■ **Task statement**
Below are the entries; transcribe them exactly and drop every picture.

══ Data for processing

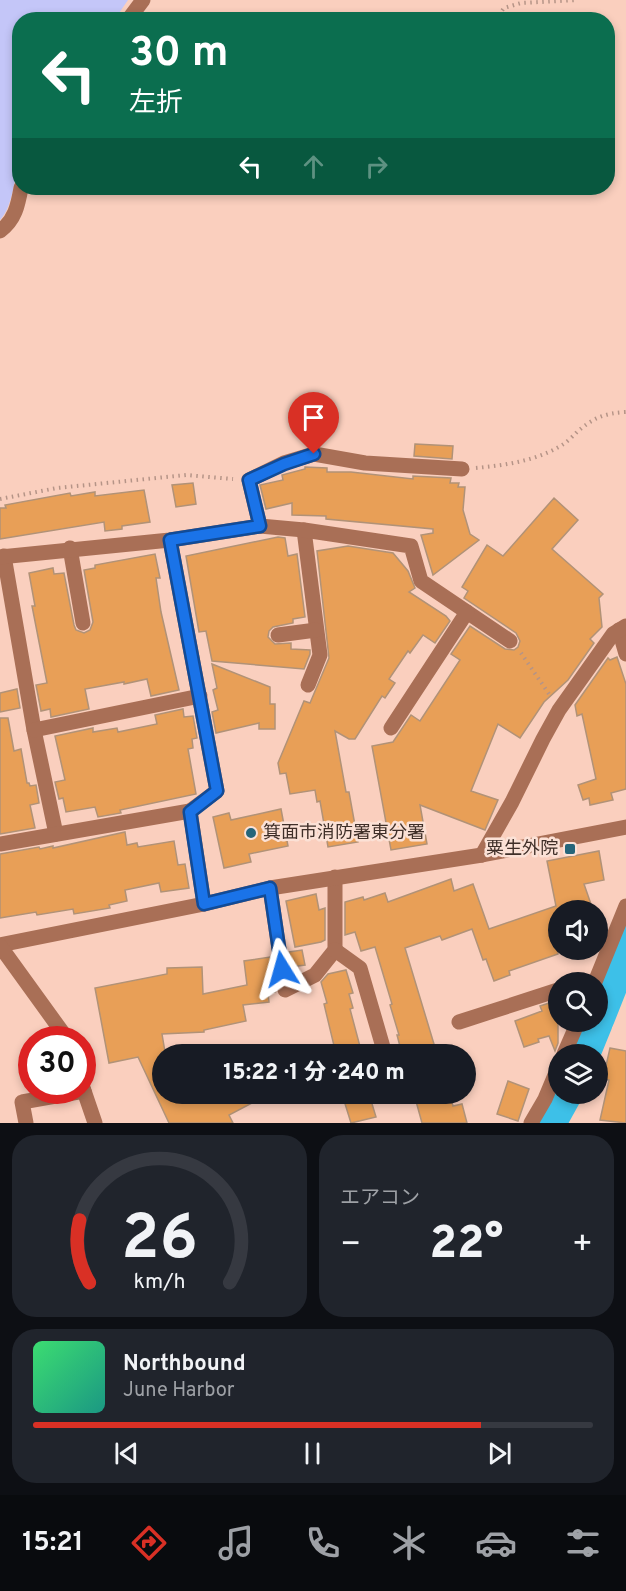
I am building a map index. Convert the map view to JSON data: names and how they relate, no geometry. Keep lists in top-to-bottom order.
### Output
{
  "places": {
    "other": ["箕面市消防署東分署"],
    "transit": ["粟生外院"]
  },
  "page": {
    "turn": ["30 m", "左折"],
    "limit": "30",
    "trip": "15:22 · 1 分 · 240 m",
    "tile": "エアコン",
    "heat": ["−", "22°", "+"],
    "song": ["Northbound", "June Harbor"],
    "tabs": "15:21",
    "gauge": ["26", "km/h"]
  }
}
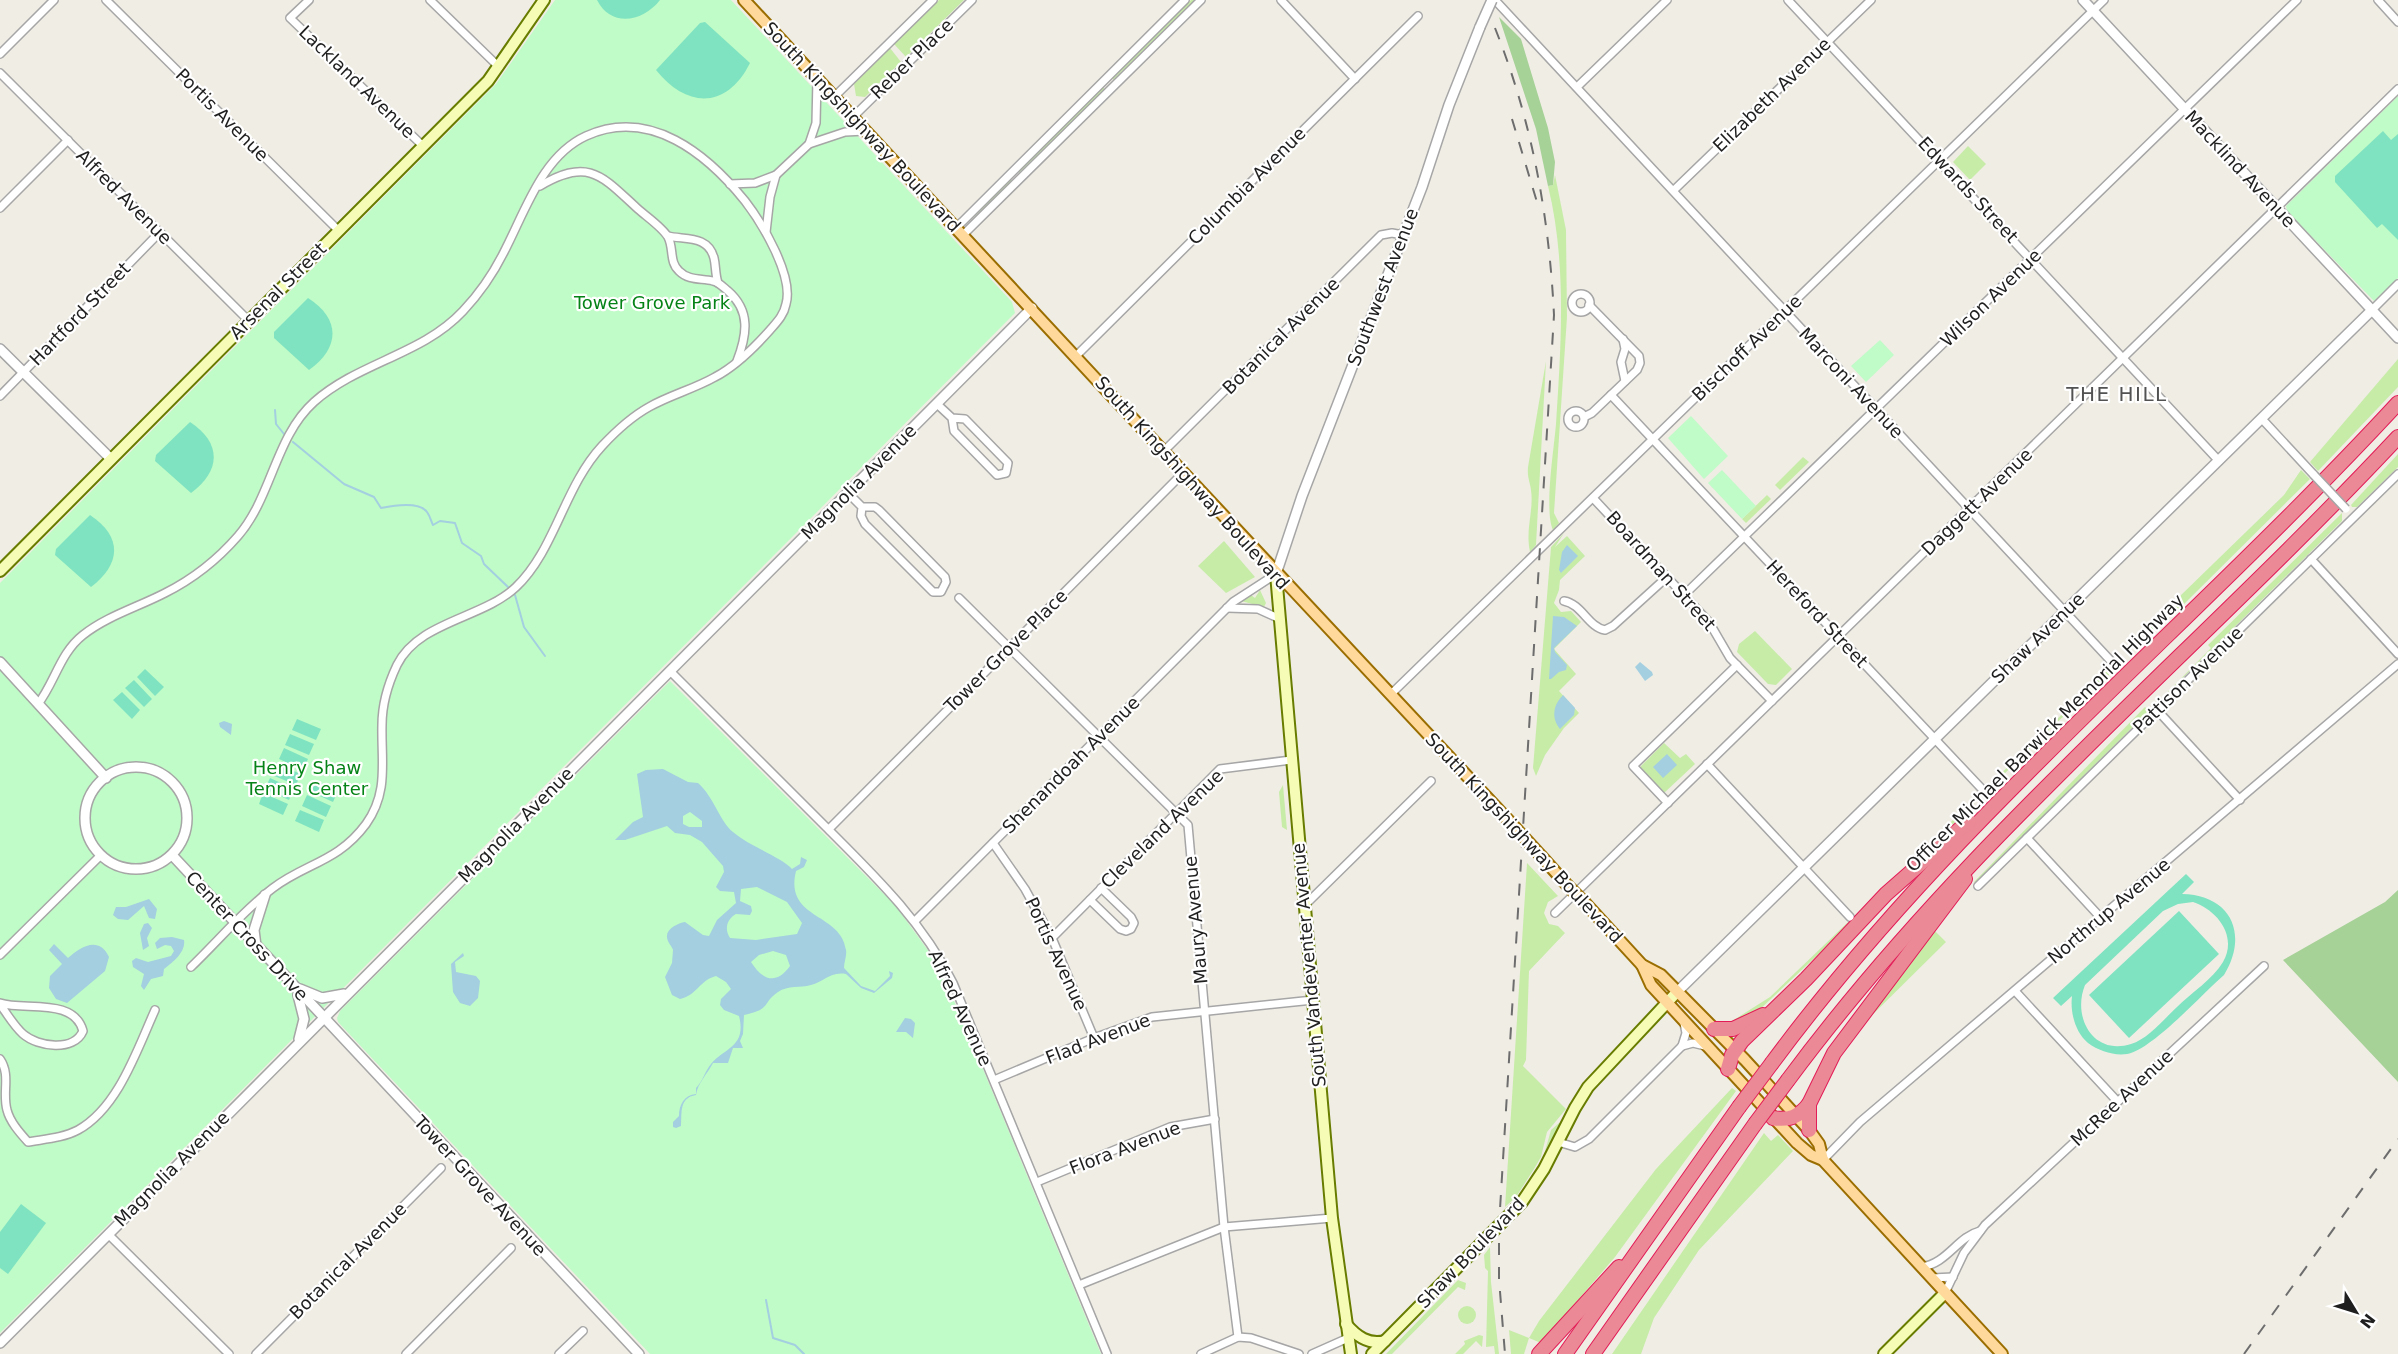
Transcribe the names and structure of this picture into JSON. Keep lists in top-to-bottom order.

════

■ **Answer**
I am building a map index. Convert the map view to JSON data: names and how they relate, no geometry. Keep lists in top-to-bottom order.
### Output
{
  "places": {
    "other": ["箕面市消防署東分署"],
    "transit": ["粟生外院"]
  },
  "page": {
    "turn": ["30 m", "左折"],
    "limit": "30",
    "trip": "15:22 · 1 分 · 240 m",
    "tile": "エアコン",
    "heat": ["−", "22°", "+"],
    "song": ["Northbound", "June Harbor"],
    "tabs": "15:21",
    "gauge": ["26", "km/h"]
  }
}
Transcribe the names and structure of this picture into JSON. Keep lists in top-to-bottom order.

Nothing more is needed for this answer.